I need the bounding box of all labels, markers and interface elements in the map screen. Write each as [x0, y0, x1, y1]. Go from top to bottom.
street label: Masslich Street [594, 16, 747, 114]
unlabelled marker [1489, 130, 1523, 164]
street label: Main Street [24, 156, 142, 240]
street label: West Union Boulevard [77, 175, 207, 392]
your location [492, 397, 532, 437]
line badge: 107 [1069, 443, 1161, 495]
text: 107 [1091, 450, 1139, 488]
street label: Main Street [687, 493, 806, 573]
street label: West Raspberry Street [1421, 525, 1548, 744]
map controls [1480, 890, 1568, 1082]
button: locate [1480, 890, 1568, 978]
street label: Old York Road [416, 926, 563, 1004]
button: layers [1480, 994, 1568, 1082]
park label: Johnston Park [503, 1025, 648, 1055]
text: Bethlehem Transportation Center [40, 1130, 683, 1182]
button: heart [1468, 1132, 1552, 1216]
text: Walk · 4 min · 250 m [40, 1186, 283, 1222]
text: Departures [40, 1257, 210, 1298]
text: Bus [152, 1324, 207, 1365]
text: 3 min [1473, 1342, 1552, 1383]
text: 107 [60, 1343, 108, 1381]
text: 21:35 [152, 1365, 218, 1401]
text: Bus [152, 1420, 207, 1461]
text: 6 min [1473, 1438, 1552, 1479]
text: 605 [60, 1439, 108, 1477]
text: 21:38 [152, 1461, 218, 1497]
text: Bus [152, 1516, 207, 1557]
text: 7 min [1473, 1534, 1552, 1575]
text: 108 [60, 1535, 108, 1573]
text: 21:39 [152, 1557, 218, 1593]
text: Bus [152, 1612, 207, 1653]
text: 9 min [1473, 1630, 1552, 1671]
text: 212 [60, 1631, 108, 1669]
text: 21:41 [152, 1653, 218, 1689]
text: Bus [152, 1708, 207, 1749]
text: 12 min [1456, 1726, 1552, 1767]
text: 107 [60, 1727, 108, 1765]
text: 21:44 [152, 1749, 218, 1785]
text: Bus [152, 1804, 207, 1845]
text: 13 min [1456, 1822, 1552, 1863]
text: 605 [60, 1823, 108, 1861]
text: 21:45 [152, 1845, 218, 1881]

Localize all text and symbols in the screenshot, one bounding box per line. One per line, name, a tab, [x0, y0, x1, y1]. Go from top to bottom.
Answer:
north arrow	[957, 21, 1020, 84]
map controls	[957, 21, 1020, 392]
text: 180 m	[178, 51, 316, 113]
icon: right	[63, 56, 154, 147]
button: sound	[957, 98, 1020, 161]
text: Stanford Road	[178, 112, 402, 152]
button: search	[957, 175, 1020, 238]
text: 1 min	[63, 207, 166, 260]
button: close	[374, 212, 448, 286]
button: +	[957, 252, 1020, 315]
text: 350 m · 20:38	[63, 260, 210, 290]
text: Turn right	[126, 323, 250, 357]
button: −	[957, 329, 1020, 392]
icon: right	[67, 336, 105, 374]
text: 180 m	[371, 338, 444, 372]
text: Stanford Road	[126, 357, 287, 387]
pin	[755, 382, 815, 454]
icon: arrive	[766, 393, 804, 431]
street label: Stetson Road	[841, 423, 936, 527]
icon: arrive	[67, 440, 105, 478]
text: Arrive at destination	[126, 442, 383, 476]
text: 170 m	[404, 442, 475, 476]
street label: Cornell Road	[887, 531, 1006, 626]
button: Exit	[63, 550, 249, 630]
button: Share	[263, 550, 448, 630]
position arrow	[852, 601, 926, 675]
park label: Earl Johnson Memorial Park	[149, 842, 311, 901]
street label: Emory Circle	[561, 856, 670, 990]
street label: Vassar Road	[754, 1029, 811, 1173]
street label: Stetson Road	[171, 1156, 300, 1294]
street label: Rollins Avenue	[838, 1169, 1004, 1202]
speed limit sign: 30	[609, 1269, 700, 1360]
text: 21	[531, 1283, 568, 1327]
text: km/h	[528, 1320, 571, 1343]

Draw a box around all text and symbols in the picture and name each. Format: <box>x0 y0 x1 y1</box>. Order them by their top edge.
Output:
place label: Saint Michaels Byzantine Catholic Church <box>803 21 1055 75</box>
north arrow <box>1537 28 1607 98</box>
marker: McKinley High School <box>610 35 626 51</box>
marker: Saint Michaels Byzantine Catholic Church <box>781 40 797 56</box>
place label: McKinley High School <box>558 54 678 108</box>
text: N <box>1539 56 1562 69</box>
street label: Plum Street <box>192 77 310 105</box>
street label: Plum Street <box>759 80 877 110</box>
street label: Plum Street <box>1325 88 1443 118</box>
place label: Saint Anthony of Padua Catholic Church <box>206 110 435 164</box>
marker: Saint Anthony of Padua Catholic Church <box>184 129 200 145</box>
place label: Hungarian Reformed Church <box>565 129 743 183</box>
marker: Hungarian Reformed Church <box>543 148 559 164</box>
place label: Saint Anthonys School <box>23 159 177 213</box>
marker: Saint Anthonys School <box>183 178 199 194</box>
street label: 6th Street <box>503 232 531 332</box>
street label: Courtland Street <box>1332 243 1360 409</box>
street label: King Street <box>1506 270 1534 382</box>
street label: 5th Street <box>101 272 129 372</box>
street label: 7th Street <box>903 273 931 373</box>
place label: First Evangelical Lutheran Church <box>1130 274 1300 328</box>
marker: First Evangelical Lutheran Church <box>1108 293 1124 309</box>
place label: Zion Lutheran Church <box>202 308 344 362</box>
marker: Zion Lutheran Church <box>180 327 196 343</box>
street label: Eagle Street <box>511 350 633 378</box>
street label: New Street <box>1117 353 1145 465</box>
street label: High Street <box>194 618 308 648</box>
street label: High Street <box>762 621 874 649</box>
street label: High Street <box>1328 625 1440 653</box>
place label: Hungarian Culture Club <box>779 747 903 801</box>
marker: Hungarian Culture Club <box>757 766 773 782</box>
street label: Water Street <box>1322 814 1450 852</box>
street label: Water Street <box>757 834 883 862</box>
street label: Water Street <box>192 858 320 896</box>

━━━━━━━━━━━━━━━━━━━━

ACTION ITEM:
Pull out all lines from the entries above in which the word "Zion" appears.

OUTPUT OF THE EXERCISE:
place label: Zion Lutheran Church <box>202 308 344 362</box>
marker: Zion Lutheran Church <box>180 327 196 343</box>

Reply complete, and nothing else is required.